The expected answer is a verbatim transcription of the lines below, beginning with the first and ending with the line that holds "ctx.font = font", without pictures.

MATERIAL FOR THIS TASK:
= Beginning of Section =
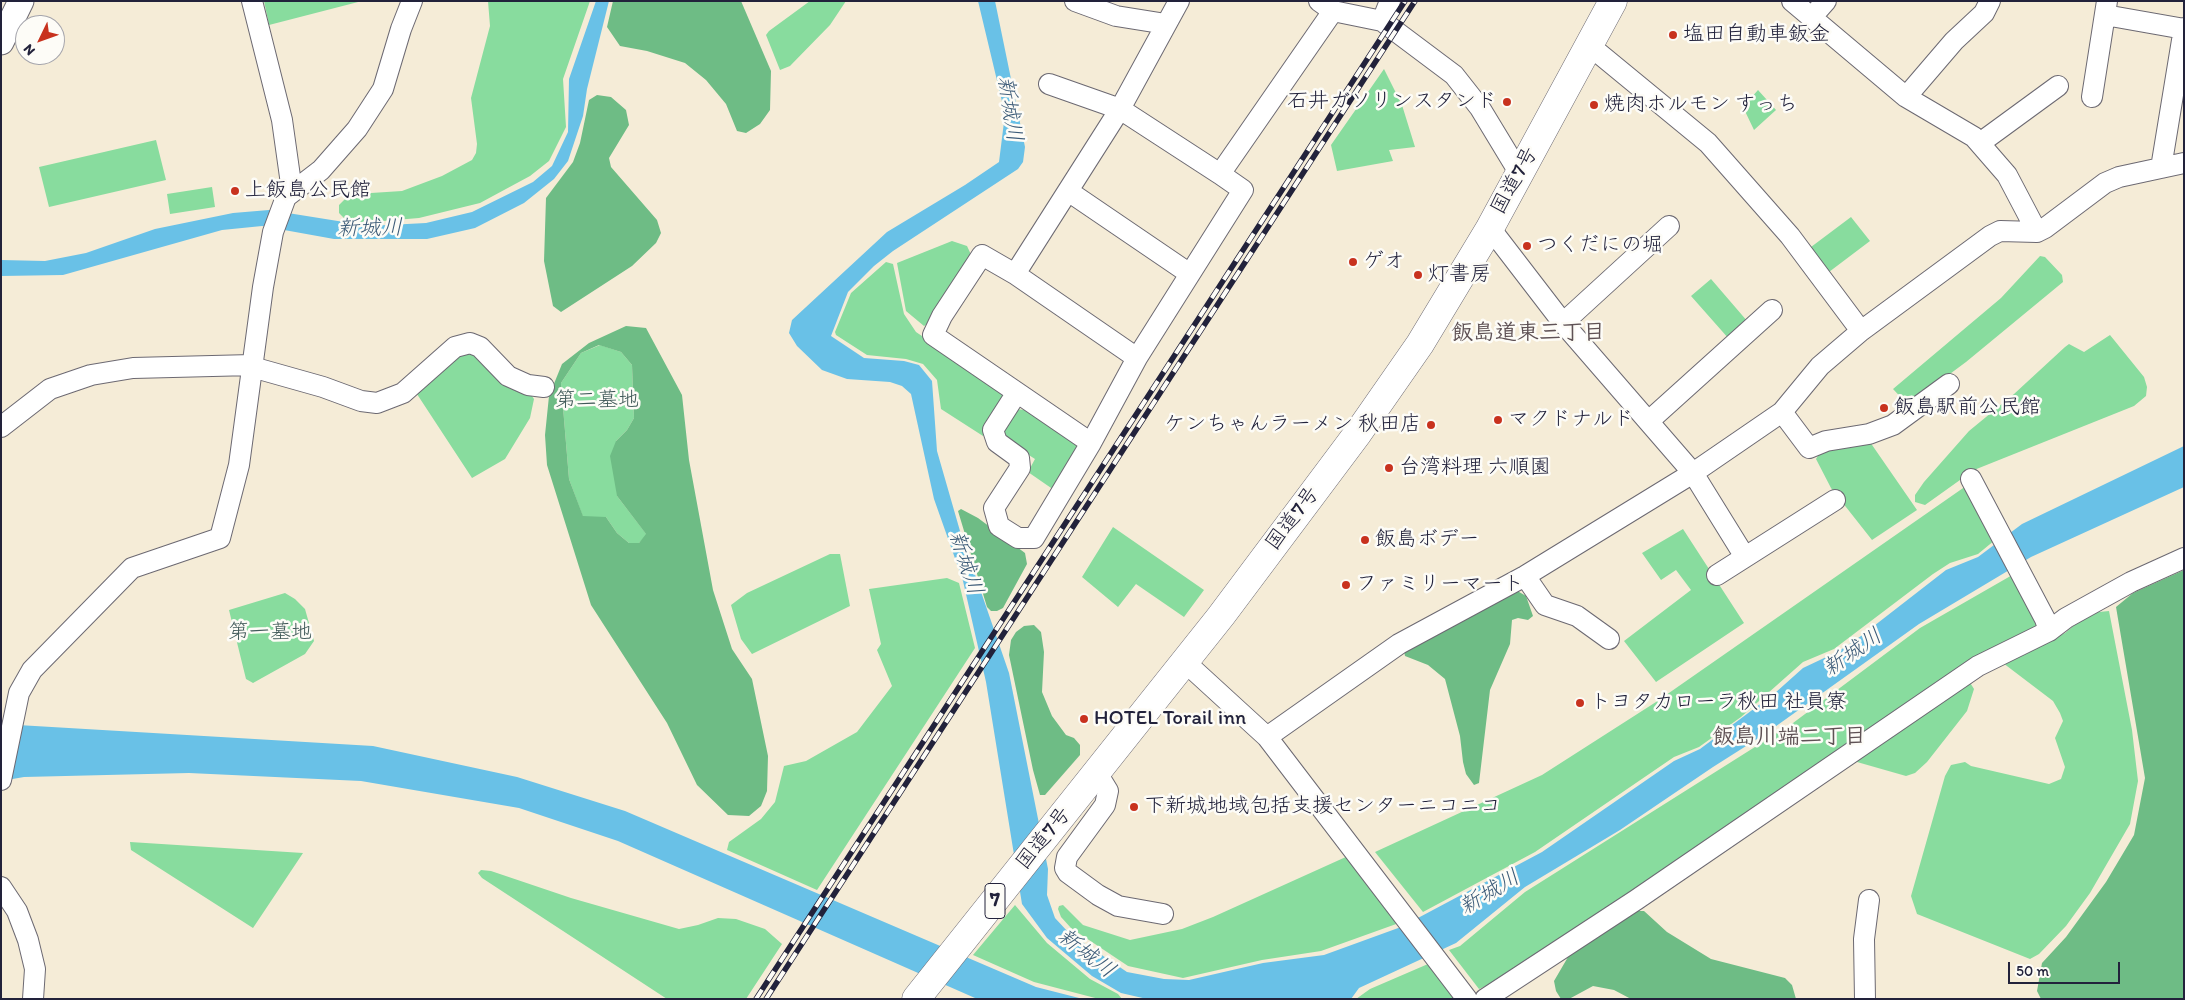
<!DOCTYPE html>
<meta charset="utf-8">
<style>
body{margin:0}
#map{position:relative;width:2185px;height:1000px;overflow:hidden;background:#f5ecd7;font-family:Itim,sans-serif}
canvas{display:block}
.frame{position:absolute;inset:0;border:2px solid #22223b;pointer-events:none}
.north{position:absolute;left:15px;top:15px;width:50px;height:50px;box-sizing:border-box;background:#fdfcf7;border:1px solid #a5a5ac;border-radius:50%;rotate:228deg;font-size:14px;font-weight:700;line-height:20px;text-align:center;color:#22223b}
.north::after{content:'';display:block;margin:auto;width:18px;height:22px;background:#c8321e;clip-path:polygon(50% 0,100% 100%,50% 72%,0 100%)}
.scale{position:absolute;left:2008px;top:962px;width:112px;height:22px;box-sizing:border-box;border:2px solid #22223b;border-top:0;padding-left:6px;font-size:15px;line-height:18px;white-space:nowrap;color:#22223b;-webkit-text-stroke:4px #fdfcf7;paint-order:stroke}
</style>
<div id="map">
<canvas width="2185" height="1000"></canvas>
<div class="frame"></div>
<div class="north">N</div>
<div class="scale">50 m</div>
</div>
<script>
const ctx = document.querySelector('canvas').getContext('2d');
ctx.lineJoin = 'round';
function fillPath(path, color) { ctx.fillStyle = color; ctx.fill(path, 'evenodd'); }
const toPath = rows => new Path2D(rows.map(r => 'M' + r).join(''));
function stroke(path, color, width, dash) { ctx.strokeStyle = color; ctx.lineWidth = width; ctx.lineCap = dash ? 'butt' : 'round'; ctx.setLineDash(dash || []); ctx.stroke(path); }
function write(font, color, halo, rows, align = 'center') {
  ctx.font = font + ' Itim,"Klee One",sans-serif'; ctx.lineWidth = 5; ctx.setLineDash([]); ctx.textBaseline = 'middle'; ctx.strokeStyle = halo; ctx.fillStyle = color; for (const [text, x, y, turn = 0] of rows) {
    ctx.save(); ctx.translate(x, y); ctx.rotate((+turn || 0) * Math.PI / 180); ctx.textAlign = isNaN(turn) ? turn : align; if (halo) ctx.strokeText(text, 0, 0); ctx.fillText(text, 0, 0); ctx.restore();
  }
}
const green = toPath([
 [264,1,362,1,269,25],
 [488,1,590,1,563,79,566,127,549,161,530,176,480,203,419,218,359,223,345,219,339,213,339,205,346,198,371,193,402,191,442,176,472,160,476,153,477,144,471,98,490,26],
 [810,1,846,1,830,25,790,66,780,70,766,35,769,31],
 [1384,69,1402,105,1415,147,1389,150,1393,161,1337,171,1331,145],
 [1758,90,1776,110,1754,130,1743,107],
 [156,140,166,180,49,207,39,167],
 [212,187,215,207,170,214,167,194],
 [1851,217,1870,241,1825,275,1807,250],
 [952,241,967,246,974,261,931,321,924,326,906,311,897,263],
 [2040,256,2045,257,2062,275,2063,282,1966,362,1908,405,1893,389,2001,298],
 [886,262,893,264,904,314,916,332,1004,391,1004,404,983,436,941,409,937,380,923,364,906,359,867,355,836,335,835,332,851,293],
 [1711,279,1748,322,1729,339,1691,296],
 [2110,335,2144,377,2147,387,2146,396,2134,406,1974,470,1925,505,1915,502,1915,495,1924,482,1969,431,2014,394,2065,347,2069,344,2084,352],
 [472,345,529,392,534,399,530,418,505,459,472,478,413,388],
 [600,345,621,352,632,365,634,418,627,430,616,441,617,496,647,535,639,543,629,543,617,533,606,517,583,517,569,479,561,383,581,353],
 [1015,409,1026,410,1076,443,1078,452,1054,490,1028,472,1035,459,1004,439,1003,428],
 [1870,442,1917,510,1872,540,1831,488,1816,459,1819,454,1827,450],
 [1966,486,1995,540,1978,554,1950,563,1933,574,1834,649,1803,662,1741,717,1699,747,1674,757,1535,852,1423,912,1375,852,1542,775,1656,702],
 [1113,527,1204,590,1184,617,1136,584,1118,607,1082,577],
 [1683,529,1744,623,1656,682,1624,641,1691,590,1676,570,1661,580,1642,553],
 [830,554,840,554,850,606,752,654,741,639,731,605,747,593],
 [2014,574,2042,629,1499,980,1479,989,1449,950,1460,946,1525,892,1793,723,1920,628],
 [947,578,959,583,975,648,817,890,727,850,729,842,761,819,775,802,784,766,806,761,857,732,892,686,877,650,881,644,869,589],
 [285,593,295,599,305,609,314,641,305,654,253,683,246,679,229,610],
 [2109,611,2132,730,2138,781,2130,824,2090,893,2066,926,2039,954,2030,959,1917,914,1911,896,1945,776,1951,765,1965,762,1971,766,2049,784,2061,779,2065,767,2055,738,2063,721,2060,713,2053,701,2003,663,2065,633,2089,613],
 [1969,681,1974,689,1967,711,1927,762,1915,773,1906,776,1857,762,1857,759],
 [130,842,303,853,253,928,131,850],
 [1348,856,1399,923,1321,951,1262,960,1183,978,1128,966,1071,928,1061,917,1058,909,1059,906,1063,905,1083,925,1130,940,1182,929,1213,917],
 [481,870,491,871,571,898,679,929,698,925,718,918,736,919,765,929,782,944,746,999,667,999,482,878,478,873],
 [1015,905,1047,943,1090,979,1118,994,1122,999,1099,999,1034,982,973,955],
 [1428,964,1454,999,1356,999,1370,989]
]);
const forest = toPath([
 [613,1,741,1,771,71,770,110,760,124,746,133,737,131,726,104,706,80,685,63,647,51,620,46,607,27],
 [597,95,611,97,626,110,629,125,609,158,611,167,657,220,661,233,656,243,632,266,561,312,553,306,544,261,546,198,573,162,580,143,589,100],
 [626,326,646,328,682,395,689,460,713,590,732,649,752,679,768,756,767,791,761,806,749,816,728,815,697,785,667,723,591,605,547,465,545,435,549,396,562,364,589,343],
 [599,345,621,352,632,365,634,418,627,430,616,441,610,456,617,496,646,534,639,543,629,543,617,533,606,517,583,516,569,479,561,383,581,353],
 [961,509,978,518,1025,553,1027,564,1003,608,997,611,991,611,987,607,958,511],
 [2184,570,2184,999,2041,999,2037,991,2042,963,2066,937,2106,882,2134,835,2145,778,2116,607,2133,593],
 [1514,589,1526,596,1533,616,1528,620,1518,618,1512,620,1510,644,1490,690,1479,783,1474,785,1466,774,1463,762,1460,736,1445,679,1428,665,1405,656,1404,651],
 [1034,625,1041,632,1044,652,1042,692,1052,716,1066,735,1074,738,1080,745,1080,755,1045,795,1040,795,1033,770,1009,655,1011,640,1016,632,1024,626],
 [1634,911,1644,911,1667,932,1711,959,1785,978,1792,985,1796,999,1631,999,1614,990,1593,986,1569,999,1561,999,1556,991,1554,981,1568,957,1595,935]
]);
const water = toPath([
 [596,1,609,1,587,89,583,116,568,161,554,179,524,203,475,228,427,239,334,239,262,226,222,230,63,275,1,276,1,260,45,261,86,253,155,229,233,213,269,210,369,226,426,223,472,212,533,182,552,166,568,132,569,79],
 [978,1,995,1,1025,147,1023,162,1018,169,893,251,874,266,848,292,831,336,864,358,904,361,919,365,932,381,937,451,960,531,1009,673,1048,869,1047,895,1055,918,1069,933,1127,972,1164,979,1189,980,1263,963,1324,955,1401,927,1542,852,1674,761,1700,749,1775,693,1803,668,1839,651,1861,636,1946,570,1978,557,2022,524,2184,446,2184,487,2031,557,1919,624,1765,734,1713,767,1620,830,1525,887,1456,943,1359,988,1351,999,1147,999,1121,993,1092,976,1047,938,1022,904,986,682,963,581,934,499,911,394,902,386,890,382,847,379,822,370,797,346,789,333,792,320,887,232,965,185,999,162,1005,114],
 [1,724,373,746,517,777,625,811,1036,987,1083,999,975,998,618,841,519,808,361,781,189,773,24,777,1,781]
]);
const minor = toPath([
 [252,1,282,120,292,191],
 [1075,1,1116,16,1166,24],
 [1319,1,1333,11,1382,21,1454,75,1480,108,1520,174],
 [1792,1,1906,97,1974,137,2007,175,2037,232],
 [2105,15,2184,29],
 [1811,18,1826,1],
 [1382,21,1390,1],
 [1590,46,1708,143,1790,236,1861,331],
 [1049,84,1120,109,1220,174,1333,11],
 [1906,97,1954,41,1984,13,1990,1],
 [2092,97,2107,1],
 [1980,143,2058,86],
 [2161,168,2184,28],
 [1068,191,1190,274],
 [1490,228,1563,323,1693,473,1745,557],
 [1015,274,1120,109,1179,1],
 [1563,323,1669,226],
 [252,367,323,387,361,401,377,403,403,393,455,347,470,343,480,347,508,376,528,385,544,387],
 [1016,394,993,430,997,442,1019,458,1020,468,994,508,999,526,1018,538,1034,538,1091,443,1137,358,1243,190,1220,174],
 [1782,412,1809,448,1826,441,1869,434,1893,425,1949,384],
 [1650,420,1772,310],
 [1,427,50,389,91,375,133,368,252,365],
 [1091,443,933,335,942,316,982,255,1015,274,1137,358],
 [1971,479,2045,619,2049,631],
 [1717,575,1835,500],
 [1525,576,1545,605,1577,616,1609,639],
 [1185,662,1267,737,1467,999],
 [1267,737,1399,644,1525,576,1693,473,1782,412,1820,366,1861,331,1990,236,2000,231,2037,232,2045,228,2105,183,2119,177,2184,163],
 [1097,773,1108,791,1105,805,1067,857,1065,868,1068,873,1098,895,1118,906,1163,914],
 [1,780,19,693,32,670,132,568,220,538,239,465,263,287,273,232,286,197,321,170,357,129,383,89,401,29,412,1],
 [1,887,17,911,28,940,35,969,33,999],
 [1485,999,1636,900,1978,666,2049,631,2066,618,2131,582,2184,558],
 [1865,999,1864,939,1869,900]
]);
const major = toPath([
 [1,42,21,1]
]);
const highway = toPath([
 [916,999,1221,616,1358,433,1420,344,1490,228,1613,1]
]);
const rail = toPath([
 [756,999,1405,1],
 [766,999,1415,1]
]);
const markers = [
 [1673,35,5,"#c8321e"],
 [1507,102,5,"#c8321e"],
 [1594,105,5,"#c8321e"],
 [235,191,5,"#c8321e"],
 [1527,246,5,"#c8321e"],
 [1353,262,5,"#c8321e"],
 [1418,275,5,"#c8321e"],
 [1884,408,5,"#c8321e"],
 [1498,420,5,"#c8321e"],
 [1431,425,5,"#c8321e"],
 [1389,468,5,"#c8321e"],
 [1365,540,5,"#c8321e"],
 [1346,585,5,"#c8321e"],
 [1580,703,5,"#c8321e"],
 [1084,719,5,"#c8321e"],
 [1134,807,5,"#c8321e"]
];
const shields = [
 [995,901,20]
];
const shieldNames = [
 ["7",995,901]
];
const poiNames = [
 ["塩田自動車鈑金",1683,35],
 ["石井ガソリンスタンド",1497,102,"right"],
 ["焼肉ホルモン すっち",1604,105],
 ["上飯島公民館",245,191],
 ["つくだにの堀",1537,246],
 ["ゲオ",1363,262],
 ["灯書房",1428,275],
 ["飯島駅前公民館",1894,408],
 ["マクドナルド",1508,420],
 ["ケンちゃんラーメン 秋田店",1421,425,"right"],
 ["台湾料理 六順園",1399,468],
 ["飯島ボデー",1375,540],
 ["ファミリーマート",1356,585],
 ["トヨタカローラ秋田 社員寮",1590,703],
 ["HOTEL Torail inn",1094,719],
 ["下新城地域包括支援センターニコニコ",1144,807]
];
const streetNames = [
 ["国道7号",1515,181,-61],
 ["国道7号",1293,519,-53],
 ["国道7号",1044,839,-51]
];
const parkNames = [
 ["第二墓地",597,401],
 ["第一墓地",270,633]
];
const waterNames = [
 ["新城川",1009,109,81],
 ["新城川",370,229,-1],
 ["新城川",965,563,72],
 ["新城川",1853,653,-35],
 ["新城川",1490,893,-31],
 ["新城川",1086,954,38]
];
const neighbourhoodNames = [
 ["飯島道東三丁目",1528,333],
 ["飯島川端二丁目",1789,737]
];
fillPath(green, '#88dc9e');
fillPath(forest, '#6ebc85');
fillPath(water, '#69c1e7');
stroke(minor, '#6c6972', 22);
stroke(major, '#6c6972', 27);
stroke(highway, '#6c6972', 29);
stroke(minor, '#fff', 20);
stroke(major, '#fff', 25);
stroke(highway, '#fff', 28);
stroke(rail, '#22223b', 5.5);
stroke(rail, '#fdfcf7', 4, [11]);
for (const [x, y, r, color] of markers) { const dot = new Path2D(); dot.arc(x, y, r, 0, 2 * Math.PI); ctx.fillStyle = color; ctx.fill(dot); stroke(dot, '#fdfcf7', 2); }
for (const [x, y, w] of shields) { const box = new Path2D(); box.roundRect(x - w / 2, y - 17.5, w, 35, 4); ctx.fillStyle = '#fdfcf7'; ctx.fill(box); stroke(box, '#22223b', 1); }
write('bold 20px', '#22223b', null, shieldNames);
write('21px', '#22223b', '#fdfcf7', poiNames, 'left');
write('21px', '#22223b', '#fdfcf7', streetNames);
write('21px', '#415a59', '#fdfcf7', parkNames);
write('italic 22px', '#3b5a77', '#fdfcf7', waterNames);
write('bold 22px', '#5f5255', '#fdfcf7', neighbourhoodNames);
</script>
= End of Section =
ANSWER SECTION:
<!DOCTYPE html>
<meta charset="utf-8">
<style>
body{margin:0}
#map{position:relative;width:2185px;height:1000px;overflow:hidden;background:#f5ecd7;font-family:Itim,sans-serif}
canvas{display:block}
.frame{position:absolute;inset:0;border:2px solid #22223b;pointer-events:none}
.north{position:absolute;left:15px;top:15px;width:50px;height:50px;box-sizing:border-box;background:#fdfcf7;border:1px solid #a5a5ac;border-radius:50%;rotate:228deg;font-size:14px;font-weight:700;line-height:20px;text-align:center;color:#22223b}
.north::after{content:'';display:block;margin:auto;width:18px;height:22px;background:#c8321e;clip-path:polygon(50% 0,100% 100%,50% 72%,0 100%)}
.scale{position:absolute;left:2008px;top:962px;width:112px;height:22px;box-sizing:border-box;border:2px solid #22223b;border-top:0;padding-left:6px;font-size:15px;line-height:18px;white-space:nowrap;color:#22223b;-webkit-text-stroke:4px #fdfcf7;paint-order:stroke}
</style>
<div id="map">
<canvas width="2185" height="1000"></canvas>
<div class="frame"></div>
<div class="north">N</div>
<div class="scale">50 m</div>
</div>
<script>
const ctx = document.querySelector('canvas').getContext('2d');
ctx.lineJoin = 'round';
function fillPath(path, color) { ctx.fillStyle = color; ctx.fill(path, 'evenodd'); }
const toPath = rows => new Path2D(rows.map(r => 'M' + r).join(''));
function stroke(path, color, width, dash) { ctx.strokeStyle = color; ctx.lineWidth = width; ctx.lineCap = dash ? 'butt' : 'round'; ctx.setLineDash(dash || []); ctx.stroke(path); }
function write(font, color, halo, rows, align = 'center') {
  ctx.font = font + ' Itim,"Klee One",sans-serif'; ctx.lineWidth = 5; ctx.setLineDash([]); ctx.textBaseline = 'middle'; ctx.strokeStyle = halo; ctx.fillStyle = color; for (const [text, x, y, turn = 0] of rows) {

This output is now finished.